DIRECTIONS: Return the records exactly, from the first line through the "Quick job: Extract" line.

INPUT DATA:
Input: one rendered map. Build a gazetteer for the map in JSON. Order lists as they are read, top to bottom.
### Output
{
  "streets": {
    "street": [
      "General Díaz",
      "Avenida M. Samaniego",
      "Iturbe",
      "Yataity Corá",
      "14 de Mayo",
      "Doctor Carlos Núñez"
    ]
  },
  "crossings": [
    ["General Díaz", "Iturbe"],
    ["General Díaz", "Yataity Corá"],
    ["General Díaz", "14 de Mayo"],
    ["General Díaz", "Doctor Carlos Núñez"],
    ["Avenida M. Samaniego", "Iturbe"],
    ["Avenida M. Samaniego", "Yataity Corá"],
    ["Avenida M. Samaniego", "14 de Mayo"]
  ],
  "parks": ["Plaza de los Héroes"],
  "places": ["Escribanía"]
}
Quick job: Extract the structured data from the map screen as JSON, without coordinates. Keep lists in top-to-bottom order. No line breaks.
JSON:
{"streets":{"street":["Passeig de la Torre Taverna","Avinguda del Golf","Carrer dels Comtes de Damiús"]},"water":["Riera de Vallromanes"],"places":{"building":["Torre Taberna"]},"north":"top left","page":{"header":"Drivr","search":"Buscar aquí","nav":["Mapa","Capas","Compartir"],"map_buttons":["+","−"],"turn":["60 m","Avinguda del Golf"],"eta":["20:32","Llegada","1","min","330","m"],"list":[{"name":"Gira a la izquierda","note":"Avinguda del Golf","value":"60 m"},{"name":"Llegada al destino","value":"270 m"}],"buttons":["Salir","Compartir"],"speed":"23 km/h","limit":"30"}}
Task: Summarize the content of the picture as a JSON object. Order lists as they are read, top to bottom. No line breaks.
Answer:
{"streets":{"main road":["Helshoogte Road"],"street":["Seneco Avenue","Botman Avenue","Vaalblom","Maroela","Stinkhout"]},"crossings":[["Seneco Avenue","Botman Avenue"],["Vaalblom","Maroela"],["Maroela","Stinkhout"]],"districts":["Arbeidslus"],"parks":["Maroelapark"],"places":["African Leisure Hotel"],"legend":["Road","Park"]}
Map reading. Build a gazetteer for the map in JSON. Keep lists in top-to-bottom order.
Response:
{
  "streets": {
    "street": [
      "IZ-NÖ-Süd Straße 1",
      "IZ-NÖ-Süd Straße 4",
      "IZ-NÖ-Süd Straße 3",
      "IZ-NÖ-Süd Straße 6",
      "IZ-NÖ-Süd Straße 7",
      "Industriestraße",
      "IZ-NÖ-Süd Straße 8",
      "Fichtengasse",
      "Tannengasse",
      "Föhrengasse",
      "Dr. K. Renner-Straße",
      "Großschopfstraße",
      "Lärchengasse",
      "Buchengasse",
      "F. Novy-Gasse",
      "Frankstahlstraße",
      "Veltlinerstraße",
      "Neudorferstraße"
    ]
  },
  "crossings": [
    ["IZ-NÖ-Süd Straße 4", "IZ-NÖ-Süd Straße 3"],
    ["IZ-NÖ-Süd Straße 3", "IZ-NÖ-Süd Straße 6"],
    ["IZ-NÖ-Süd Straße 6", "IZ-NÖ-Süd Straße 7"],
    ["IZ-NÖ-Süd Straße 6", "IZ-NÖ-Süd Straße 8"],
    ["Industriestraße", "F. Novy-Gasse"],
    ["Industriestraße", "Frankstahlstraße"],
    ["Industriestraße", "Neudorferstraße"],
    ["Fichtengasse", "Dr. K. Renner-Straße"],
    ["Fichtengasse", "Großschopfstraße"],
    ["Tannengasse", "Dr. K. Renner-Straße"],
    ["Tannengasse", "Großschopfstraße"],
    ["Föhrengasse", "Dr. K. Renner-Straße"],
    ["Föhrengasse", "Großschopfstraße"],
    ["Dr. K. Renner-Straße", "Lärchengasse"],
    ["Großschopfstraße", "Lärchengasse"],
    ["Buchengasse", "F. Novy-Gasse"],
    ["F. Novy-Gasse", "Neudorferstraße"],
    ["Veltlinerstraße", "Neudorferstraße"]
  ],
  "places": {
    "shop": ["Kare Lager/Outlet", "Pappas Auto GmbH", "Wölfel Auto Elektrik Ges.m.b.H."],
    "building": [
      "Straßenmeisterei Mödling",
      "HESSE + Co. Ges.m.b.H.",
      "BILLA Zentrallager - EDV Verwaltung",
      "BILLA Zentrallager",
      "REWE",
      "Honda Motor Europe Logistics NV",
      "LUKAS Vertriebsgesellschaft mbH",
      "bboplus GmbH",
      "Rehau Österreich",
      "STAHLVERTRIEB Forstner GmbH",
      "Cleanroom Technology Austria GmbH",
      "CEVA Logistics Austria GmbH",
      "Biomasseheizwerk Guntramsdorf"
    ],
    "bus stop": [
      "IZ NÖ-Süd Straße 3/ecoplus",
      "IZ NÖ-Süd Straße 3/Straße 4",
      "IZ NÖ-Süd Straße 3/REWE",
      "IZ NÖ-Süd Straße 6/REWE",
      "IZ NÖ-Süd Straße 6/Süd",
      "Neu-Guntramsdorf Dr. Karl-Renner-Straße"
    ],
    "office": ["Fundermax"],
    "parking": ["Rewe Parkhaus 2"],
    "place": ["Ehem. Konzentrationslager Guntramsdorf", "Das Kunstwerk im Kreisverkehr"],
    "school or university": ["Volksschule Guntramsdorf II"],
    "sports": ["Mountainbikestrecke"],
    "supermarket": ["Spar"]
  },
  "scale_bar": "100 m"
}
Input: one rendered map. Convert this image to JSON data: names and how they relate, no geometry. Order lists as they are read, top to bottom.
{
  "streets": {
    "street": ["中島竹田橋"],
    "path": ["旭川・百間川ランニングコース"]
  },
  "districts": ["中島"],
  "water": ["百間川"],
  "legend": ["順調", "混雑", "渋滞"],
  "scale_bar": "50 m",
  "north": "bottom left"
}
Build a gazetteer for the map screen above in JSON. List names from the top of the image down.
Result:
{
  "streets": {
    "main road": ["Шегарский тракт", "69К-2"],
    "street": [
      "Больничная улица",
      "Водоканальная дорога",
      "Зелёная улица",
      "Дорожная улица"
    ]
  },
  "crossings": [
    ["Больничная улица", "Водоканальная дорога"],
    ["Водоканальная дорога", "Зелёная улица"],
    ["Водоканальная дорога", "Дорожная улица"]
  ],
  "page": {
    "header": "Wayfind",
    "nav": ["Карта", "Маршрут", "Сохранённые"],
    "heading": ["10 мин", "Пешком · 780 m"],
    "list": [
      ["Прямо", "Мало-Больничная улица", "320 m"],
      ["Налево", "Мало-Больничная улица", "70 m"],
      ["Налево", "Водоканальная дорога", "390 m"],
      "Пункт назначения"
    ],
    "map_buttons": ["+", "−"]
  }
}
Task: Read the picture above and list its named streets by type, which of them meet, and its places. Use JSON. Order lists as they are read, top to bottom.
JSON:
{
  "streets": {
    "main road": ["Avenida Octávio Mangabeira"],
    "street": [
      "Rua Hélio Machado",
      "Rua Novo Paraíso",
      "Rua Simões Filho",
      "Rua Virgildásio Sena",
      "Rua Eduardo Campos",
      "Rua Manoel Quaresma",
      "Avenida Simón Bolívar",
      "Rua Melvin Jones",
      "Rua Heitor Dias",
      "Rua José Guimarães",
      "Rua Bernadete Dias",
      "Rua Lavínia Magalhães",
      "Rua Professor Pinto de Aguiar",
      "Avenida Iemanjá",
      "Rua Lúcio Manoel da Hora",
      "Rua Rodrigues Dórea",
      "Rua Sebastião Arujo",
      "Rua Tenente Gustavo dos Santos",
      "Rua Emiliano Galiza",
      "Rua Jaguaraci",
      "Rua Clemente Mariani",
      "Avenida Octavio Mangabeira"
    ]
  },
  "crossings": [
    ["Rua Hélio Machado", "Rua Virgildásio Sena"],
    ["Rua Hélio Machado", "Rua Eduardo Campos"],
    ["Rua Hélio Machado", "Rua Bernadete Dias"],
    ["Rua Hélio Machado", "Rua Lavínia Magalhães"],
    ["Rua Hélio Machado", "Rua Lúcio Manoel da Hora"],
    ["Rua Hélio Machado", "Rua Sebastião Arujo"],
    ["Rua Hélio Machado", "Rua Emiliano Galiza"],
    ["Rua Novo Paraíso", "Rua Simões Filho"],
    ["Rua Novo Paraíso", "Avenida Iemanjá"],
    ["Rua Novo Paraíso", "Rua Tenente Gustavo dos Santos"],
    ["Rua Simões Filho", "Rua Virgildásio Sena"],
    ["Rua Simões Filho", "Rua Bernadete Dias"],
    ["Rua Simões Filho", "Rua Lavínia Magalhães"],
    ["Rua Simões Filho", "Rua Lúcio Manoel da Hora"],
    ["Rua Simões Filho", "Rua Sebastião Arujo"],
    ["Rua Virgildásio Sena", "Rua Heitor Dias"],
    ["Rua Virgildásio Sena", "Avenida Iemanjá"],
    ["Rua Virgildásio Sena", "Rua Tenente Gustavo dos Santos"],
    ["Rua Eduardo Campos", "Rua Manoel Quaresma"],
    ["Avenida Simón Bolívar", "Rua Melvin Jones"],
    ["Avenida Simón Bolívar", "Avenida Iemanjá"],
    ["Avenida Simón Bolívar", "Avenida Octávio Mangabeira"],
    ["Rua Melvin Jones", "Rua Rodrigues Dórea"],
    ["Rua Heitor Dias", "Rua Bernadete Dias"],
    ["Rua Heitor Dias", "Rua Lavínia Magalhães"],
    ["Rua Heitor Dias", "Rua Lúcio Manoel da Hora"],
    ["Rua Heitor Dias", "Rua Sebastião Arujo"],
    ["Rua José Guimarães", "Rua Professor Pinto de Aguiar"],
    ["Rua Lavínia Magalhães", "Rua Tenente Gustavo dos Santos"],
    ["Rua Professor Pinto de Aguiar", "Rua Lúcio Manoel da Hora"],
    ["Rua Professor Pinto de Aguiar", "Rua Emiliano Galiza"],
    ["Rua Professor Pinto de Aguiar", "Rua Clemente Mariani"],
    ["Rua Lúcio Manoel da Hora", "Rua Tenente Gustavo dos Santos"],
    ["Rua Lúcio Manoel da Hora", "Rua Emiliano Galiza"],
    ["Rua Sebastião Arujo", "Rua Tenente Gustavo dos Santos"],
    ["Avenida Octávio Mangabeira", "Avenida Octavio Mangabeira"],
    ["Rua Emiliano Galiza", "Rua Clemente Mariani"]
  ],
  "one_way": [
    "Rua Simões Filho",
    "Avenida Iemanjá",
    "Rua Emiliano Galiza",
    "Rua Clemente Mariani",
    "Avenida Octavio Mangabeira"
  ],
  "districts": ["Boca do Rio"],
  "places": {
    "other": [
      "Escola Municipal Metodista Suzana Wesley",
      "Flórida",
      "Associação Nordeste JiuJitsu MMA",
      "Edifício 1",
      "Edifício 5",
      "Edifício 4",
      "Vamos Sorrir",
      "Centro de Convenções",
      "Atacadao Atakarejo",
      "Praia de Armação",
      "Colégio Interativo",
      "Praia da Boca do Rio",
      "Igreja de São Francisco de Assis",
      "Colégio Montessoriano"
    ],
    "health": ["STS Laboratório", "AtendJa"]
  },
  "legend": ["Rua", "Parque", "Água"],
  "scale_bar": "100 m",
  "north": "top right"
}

EXPECTED ANSWER:
Input: one rendered map. Build a gazetteer for the map in JSON. Order lists as they are read, top to bottom.
### Output
{
  "streets": {
    "street": [
      "General Díaz",
      "Avenida M. Samaniego",
      "Iturbe",
      "Yataity Corá",
      "14 de Mayo",
      "Doctor Carlos Núñez"
    ]
  },
  "crossings": [
    ["General Díaz", "Iturbe"],
    ["General Díaz", "Yataity Corá"],
    ["General Díaz", "14 de Mayo"],
    ["General Díaz", "Doctor Carlos Núñez"],
    ["Avenida M. Samaniego", "Iturbe"],
    ["Avenida M. Samaniego", "Yataity Corá"],
    ["Avenida M. Samaniego", "14 de Mayo"]
  ],
  "parks": ["Plaza de los Héroes"],
  "places": ["Escribanía"]
}
Quick job: Extract the structured data from the map screen as JSON, without coordinates. Keep lists in top-to-bottom order. No line breaks.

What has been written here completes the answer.